1. Membership test operations in Python

Usually, a membership test has its own reserved word or special operation in the language. For example, in Python one could write

>>> 4 in [1, 2, 3]
False

>>> [1, 2] in [1, 2, 3]
False

>>> "a" in "abc"
True

>>> "ab" in "abc"
True

Note that in Python the in keyword is also used inside the for loop (for elem in iterable). If we are testing list_1 in list_2, we will test whether the first list as a whole is contained in the other list. When dealing with strings, in tests whether our first string is a substring of the second string.

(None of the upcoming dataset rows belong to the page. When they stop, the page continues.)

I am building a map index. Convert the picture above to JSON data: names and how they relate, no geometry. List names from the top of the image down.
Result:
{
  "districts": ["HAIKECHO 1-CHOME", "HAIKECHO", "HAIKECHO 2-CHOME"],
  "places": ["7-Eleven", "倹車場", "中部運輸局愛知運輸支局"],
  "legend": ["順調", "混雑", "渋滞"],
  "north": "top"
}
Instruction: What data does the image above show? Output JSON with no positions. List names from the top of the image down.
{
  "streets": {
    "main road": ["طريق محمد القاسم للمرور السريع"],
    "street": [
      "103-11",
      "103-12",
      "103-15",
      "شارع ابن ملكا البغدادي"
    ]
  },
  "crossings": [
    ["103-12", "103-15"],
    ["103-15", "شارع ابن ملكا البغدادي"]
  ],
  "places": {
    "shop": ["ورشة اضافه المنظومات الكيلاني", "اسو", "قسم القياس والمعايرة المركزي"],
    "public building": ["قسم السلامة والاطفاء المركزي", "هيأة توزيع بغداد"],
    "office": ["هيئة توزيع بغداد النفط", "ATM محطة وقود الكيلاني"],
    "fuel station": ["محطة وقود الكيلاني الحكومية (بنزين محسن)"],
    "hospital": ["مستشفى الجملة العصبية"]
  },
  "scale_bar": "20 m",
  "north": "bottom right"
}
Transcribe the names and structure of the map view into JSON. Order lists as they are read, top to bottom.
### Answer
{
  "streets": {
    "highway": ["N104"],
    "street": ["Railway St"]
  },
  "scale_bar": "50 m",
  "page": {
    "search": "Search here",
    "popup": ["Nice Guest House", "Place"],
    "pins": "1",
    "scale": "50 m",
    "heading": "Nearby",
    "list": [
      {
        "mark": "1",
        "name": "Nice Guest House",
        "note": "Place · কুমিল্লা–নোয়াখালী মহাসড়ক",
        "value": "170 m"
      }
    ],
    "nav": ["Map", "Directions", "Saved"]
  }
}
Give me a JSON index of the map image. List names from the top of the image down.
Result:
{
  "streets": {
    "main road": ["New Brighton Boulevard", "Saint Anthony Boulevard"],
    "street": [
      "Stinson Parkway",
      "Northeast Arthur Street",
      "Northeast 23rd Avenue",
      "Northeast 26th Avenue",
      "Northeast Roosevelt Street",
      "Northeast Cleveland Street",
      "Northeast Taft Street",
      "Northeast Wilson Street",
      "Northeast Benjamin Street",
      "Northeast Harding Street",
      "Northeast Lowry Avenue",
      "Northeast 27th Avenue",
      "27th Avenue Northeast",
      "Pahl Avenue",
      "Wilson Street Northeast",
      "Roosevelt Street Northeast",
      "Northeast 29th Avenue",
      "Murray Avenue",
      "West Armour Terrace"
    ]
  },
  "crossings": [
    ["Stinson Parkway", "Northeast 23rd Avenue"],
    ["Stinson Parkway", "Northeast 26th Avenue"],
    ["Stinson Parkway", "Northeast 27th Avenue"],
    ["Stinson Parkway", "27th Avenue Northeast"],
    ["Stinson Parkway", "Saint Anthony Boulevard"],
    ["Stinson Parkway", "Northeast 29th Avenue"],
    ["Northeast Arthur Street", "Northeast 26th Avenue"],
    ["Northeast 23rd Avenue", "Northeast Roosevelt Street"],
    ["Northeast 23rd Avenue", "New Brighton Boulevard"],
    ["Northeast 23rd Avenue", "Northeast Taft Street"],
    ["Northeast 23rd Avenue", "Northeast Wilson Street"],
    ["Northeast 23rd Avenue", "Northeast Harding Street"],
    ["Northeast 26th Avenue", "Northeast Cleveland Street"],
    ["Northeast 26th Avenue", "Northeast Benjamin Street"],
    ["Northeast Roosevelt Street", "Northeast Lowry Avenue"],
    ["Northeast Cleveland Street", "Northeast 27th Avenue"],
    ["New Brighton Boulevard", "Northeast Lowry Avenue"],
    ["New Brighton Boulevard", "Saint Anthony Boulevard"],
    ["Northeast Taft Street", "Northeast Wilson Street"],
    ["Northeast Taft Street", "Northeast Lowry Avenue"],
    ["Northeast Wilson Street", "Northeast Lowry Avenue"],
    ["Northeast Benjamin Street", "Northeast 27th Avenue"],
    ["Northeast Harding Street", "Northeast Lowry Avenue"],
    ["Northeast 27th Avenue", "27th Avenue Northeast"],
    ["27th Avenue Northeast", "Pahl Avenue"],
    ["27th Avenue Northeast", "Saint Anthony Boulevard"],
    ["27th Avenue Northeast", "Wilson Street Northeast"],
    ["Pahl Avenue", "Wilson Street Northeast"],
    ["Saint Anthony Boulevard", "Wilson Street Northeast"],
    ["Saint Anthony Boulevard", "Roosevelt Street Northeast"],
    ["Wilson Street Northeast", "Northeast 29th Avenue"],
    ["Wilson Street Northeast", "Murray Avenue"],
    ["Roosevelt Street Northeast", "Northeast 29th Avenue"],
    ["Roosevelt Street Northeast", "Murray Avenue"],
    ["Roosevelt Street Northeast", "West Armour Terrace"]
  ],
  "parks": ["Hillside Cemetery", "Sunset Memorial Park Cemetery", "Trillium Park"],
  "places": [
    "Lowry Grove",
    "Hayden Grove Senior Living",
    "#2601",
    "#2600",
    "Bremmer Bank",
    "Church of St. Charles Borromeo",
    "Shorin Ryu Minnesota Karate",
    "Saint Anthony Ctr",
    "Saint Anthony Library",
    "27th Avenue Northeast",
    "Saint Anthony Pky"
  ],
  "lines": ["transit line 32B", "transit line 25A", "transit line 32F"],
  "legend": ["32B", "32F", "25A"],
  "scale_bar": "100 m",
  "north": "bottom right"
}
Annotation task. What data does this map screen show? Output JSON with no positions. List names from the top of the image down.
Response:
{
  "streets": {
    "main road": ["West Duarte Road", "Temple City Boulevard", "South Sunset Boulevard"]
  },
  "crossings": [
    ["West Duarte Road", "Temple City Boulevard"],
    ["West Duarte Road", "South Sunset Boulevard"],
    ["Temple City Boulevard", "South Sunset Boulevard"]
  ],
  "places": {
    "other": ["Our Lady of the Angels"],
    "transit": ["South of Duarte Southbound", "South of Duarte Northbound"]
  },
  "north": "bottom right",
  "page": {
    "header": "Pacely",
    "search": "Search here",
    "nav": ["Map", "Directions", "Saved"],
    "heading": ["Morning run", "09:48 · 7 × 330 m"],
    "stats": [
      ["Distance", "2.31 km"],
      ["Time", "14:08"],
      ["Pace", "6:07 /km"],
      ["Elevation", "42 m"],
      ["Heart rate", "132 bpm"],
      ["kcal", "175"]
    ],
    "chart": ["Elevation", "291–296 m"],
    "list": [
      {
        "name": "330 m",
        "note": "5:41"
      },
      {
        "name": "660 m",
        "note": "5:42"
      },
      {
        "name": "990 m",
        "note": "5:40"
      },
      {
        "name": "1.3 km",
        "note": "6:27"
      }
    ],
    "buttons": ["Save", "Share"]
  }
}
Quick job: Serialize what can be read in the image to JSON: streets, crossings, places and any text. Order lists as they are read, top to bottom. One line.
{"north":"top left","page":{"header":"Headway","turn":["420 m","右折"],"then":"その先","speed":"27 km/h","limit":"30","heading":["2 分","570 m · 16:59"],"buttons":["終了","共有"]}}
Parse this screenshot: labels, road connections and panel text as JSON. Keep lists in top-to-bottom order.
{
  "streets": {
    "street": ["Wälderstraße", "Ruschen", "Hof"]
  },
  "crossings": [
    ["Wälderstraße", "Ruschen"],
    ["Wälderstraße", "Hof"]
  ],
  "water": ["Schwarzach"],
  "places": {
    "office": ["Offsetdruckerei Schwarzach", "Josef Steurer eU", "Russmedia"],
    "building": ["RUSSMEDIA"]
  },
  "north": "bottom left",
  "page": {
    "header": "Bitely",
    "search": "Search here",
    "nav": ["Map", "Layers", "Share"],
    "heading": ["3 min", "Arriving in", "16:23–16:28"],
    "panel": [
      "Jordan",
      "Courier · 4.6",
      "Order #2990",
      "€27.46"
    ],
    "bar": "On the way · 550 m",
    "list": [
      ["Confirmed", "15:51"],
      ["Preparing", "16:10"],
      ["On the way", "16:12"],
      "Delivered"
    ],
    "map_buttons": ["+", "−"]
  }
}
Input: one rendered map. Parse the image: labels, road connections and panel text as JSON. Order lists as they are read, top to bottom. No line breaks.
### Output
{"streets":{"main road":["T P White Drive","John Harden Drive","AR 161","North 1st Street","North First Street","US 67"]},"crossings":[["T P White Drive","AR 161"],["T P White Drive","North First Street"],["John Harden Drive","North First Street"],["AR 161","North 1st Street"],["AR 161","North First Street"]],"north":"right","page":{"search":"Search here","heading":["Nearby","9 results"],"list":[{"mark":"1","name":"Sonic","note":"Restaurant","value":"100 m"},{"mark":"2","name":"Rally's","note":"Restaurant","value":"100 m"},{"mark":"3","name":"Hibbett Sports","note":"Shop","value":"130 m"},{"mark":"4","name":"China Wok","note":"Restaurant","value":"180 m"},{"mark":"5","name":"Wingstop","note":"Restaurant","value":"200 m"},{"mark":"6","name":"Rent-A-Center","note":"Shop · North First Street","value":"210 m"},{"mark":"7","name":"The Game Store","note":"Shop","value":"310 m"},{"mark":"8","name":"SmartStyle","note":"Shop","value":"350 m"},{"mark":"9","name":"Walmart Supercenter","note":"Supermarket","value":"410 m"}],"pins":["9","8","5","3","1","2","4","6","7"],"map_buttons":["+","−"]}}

If you are working with numpy arrays, the story is a bit different – as usual with numpy. We need the function numpy.isin for membership tests.

>>> import numpy as np
>>> a = np.array(1) # This array has zero dimensions!
array(1) 

>>> num_array = np.arange(1, 4)
array([1, 2, 3])

>>> np.isin(a, num_array) # Same number of dimensions as variable a
array(True)

>>> np.isin(np.array([1]), num_array) # 1 dimension. The input dimensions are kept!
array([ True])

>>> np.isin(np.array([1, 2]), num_array) # Elementwise check
array([ True,  True])

>>> np.isin(np.array([1, 2]), invert=True) # set invert=True to get 'not in'
array([False, False])

First, we notice that the input dimensions are preserved in the membership test. Second, the membership test is done elementwise in numpy. This was not the case when we tested [1, 2] in [1, 2, 3], where [1, 2] as a whole was taken to be a single element. Third, it is not so easy to just write something like not 4 in [1, 2, 3] when dealing with numpy arrays. To test non-membership, we have to set invert=True, because the dimensions of the input array are preserved. The pandas library also has an isin function for Series and DataFrames, which works similarly, but without the invert option.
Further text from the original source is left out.